**What needs to be done**: Which lines in the records below include the word "strokeStyle"? Report each of them in full.

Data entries
******

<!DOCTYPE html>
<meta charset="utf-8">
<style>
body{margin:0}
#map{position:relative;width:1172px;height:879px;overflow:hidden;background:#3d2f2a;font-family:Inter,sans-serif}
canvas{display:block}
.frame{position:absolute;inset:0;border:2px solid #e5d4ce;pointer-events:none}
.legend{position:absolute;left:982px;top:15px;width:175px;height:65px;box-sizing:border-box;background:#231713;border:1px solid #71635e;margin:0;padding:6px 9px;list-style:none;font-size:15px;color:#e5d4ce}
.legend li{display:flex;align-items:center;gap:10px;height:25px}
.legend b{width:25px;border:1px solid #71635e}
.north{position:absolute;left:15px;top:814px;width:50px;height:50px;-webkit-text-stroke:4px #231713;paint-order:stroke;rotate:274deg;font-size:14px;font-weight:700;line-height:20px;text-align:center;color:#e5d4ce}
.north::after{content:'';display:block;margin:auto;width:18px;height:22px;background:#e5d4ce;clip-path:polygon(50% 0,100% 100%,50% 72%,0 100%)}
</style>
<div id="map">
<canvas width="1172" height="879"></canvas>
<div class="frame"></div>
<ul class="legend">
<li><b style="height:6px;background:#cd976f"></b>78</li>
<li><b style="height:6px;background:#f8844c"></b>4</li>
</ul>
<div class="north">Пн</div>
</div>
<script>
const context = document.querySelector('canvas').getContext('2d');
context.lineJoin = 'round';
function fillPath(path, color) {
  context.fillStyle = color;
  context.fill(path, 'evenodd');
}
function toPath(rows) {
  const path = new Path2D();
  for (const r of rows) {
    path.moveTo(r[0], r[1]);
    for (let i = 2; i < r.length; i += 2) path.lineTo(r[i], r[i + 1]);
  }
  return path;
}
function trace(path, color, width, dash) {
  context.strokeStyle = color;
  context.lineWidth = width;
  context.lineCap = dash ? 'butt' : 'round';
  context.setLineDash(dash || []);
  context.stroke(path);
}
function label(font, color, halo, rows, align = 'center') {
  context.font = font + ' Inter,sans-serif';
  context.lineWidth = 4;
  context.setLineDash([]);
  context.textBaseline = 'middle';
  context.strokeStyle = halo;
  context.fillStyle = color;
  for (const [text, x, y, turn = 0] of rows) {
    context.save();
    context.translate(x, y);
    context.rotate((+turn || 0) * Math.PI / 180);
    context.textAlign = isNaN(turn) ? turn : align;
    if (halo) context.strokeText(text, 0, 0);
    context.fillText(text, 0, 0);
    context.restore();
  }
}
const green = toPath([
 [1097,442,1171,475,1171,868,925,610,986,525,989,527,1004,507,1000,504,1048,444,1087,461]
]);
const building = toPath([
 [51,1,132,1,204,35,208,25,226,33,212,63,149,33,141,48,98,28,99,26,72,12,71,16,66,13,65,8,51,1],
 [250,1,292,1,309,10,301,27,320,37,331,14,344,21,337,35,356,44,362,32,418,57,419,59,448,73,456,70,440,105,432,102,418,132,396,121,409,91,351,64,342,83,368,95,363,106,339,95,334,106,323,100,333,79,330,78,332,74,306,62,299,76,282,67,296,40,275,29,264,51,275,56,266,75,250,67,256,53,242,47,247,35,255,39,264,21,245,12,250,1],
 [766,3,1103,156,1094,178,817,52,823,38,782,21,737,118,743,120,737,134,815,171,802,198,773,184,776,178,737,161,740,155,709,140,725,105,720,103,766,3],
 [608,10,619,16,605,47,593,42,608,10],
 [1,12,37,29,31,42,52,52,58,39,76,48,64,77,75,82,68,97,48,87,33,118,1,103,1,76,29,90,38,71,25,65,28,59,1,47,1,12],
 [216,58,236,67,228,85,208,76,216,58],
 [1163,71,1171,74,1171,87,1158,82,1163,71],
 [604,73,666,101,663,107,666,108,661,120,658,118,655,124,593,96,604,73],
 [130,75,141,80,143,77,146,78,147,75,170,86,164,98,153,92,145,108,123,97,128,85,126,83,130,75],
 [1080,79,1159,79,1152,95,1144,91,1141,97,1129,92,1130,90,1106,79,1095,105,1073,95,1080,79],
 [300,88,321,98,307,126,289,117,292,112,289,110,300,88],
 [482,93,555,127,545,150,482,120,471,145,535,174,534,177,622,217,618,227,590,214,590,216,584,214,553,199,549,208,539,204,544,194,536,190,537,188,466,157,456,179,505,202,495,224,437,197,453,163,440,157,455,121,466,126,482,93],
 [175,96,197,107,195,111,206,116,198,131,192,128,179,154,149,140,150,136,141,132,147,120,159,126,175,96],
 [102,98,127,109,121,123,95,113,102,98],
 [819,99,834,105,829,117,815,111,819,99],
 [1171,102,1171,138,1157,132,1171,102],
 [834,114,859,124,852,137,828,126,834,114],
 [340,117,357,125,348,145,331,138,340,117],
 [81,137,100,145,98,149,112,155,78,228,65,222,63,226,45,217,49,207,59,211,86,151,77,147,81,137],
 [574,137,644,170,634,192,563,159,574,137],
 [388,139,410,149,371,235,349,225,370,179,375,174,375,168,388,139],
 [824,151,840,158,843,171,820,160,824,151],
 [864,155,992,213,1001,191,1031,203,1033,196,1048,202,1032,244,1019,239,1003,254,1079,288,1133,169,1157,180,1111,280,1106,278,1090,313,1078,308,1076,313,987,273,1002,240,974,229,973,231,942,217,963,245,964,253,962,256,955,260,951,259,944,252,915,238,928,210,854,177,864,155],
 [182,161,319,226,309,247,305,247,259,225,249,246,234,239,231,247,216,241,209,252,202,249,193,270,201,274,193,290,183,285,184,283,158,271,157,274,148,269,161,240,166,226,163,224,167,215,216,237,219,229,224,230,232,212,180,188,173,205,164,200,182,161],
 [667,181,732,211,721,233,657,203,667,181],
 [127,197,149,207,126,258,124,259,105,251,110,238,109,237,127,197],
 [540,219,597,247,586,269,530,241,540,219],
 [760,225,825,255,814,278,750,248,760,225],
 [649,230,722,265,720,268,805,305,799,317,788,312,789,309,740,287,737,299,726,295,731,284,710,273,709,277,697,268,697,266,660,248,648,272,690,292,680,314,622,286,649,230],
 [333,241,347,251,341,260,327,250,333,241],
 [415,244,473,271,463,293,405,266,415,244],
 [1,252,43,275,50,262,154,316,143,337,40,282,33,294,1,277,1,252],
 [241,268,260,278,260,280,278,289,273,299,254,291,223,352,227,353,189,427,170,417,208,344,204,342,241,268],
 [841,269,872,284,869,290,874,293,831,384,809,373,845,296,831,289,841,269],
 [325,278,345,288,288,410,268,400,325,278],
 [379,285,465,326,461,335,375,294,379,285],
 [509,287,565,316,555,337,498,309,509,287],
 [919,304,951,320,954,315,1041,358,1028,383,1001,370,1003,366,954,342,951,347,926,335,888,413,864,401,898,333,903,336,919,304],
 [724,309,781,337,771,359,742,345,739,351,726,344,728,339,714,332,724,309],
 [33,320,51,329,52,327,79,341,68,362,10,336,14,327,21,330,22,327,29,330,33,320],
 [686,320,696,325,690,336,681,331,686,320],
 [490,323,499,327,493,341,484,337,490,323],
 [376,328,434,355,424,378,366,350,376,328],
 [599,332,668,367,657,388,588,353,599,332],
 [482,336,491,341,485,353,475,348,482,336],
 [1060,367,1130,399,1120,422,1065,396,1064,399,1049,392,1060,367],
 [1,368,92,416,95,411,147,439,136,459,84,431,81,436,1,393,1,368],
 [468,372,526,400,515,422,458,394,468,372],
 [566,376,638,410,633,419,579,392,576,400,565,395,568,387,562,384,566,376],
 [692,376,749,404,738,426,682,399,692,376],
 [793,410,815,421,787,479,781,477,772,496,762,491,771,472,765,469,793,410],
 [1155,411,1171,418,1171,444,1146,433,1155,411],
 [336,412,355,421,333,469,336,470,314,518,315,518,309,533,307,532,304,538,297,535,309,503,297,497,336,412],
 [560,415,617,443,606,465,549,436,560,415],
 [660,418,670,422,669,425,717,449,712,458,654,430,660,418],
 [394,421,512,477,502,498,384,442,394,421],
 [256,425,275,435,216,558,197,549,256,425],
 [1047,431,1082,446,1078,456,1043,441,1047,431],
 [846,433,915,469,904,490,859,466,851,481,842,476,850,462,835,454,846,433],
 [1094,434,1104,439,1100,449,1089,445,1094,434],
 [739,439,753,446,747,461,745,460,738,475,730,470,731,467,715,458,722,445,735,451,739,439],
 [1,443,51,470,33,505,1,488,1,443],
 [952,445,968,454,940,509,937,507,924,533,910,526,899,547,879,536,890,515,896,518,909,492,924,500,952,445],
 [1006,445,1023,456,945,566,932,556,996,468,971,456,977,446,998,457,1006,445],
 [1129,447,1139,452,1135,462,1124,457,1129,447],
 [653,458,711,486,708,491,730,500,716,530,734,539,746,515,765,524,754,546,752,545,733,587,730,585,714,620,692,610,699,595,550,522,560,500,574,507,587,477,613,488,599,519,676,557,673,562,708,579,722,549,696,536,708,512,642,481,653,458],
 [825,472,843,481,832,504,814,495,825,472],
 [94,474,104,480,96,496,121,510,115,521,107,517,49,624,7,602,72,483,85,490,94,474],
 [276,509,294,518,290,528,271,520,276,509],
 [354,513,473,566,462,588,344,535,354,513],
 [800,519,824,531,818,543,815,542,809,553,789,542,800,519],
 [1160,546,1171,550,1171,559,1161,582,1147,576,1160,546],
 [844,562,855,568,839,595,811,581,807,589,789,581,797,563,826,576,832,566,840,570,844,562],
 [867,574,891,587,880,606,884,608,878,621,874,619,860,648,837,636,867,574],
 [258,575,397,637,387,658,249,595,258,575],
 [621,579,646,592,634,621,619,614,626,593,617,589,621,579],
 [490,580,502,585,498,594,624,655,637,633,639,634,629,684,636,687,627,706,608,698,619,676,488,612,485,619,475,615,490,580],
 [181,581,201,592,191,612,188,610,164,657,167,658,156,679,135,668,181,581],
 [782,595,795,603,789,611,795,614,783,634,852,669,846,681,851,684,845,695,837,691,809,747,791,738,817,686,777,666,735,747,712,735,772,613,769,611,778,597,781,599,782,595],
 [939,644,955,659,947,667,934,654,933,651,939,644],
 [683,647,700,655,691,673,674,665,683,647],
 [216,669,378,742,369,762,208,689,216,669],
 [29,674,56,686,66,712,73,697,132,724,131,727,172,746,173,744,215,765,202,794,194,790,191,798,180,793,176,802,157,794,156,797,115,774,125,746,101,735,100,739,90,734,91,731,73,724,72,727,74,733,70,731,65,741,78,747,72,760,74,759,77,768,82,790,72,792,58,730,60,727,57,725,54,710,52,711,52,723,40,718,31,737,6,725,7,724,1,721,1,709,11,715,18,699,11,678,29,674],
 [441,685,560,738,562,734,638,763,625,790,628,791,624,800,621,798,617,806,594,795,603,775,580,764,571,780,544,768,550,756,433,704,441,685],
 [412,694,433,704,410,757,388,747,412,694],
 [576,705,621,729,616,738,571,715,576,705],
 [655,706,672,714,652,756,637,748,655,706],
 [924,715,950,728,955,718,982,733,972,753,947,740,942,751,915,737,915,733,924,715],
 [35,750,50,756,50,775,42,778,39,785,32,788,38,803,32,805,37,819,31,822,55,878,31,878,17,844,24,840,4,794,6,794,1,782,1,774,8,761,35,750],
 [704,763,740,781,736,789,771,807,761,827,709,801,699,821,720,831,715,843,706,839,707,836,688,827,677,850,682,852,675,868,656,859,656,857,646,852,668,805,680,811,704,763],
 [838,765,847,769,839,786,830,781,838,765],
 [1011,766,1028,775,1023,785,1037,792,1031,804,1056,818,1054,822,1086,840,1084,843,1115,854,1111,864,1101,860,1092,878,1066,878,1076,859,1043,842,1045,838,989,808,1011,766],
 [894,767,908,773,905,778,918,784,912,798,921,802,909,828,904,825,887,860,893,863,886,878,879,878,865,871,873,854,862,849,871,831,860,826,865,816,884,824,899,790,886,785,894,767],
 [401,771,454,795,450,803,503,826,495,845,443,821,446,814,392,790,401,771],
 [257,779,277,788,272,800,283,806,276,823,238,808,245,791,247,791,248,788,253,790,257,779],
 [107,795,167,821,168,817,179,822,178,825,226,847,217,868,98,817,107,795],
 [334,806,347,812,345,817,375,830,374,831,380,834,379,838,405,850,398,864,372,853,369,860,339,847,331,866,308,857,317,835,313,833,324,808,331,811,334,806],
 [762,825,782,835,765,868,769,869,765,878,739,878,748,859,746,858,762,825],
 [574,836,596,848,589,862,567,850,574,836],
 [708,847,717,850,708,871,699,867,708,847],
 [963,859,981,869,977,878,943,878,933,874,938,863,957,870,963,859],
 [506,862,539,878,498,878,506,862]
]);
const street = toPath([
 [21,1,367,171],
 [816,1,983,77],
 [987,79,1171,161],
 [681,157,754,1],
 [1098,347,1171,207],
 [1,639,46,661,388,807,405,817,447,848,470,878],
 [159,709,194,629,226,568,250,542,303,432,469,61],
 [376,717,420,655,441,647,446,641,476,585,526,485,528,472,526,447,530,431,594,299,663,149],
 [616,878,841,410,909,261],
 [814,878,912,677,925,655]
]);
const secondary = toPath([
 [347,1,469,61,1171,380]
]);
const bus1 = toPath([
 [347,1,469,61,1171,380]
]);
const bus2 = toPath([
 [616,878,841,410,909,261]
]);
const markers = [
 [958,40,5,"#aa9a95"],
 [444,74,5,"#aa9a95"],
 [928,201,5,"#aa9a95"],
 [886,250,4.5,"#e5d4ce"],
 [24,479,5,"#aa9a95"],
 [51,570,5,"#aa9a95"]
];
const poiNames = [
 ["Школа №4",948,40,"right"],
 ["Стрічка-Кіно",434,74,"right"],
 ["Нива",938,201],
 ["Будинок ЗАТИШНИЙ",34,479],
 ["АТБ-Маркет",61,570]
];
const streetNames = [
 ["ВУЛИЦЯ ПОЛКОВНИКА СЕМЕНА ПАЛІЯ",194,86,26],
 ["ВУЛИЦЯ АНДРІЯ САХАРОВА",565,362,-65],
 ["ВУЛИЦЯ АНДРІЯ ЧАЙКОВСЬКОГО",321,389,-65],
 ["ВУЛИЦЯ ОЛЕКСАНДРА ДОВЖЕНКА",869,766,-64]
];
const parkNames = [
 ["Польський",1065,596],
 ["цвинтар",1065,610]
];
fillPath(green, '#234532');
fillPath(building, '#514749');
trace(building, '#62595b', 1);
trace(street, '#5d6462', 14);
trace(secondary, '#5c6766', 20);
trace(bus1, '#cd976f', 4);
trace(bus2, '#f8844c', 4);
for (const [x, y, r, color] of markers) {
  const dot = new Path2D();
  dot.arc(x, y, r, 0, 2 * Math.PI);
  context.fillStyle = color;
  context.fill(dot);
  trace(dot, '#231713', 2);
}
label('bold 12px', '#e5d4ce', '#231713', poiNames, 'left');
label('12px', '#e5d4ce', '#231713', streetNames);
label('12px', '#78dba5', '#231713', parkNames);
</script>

******

**Problem solution**:
  context.strokeStyle = color;
  context.strokeStyle = halo;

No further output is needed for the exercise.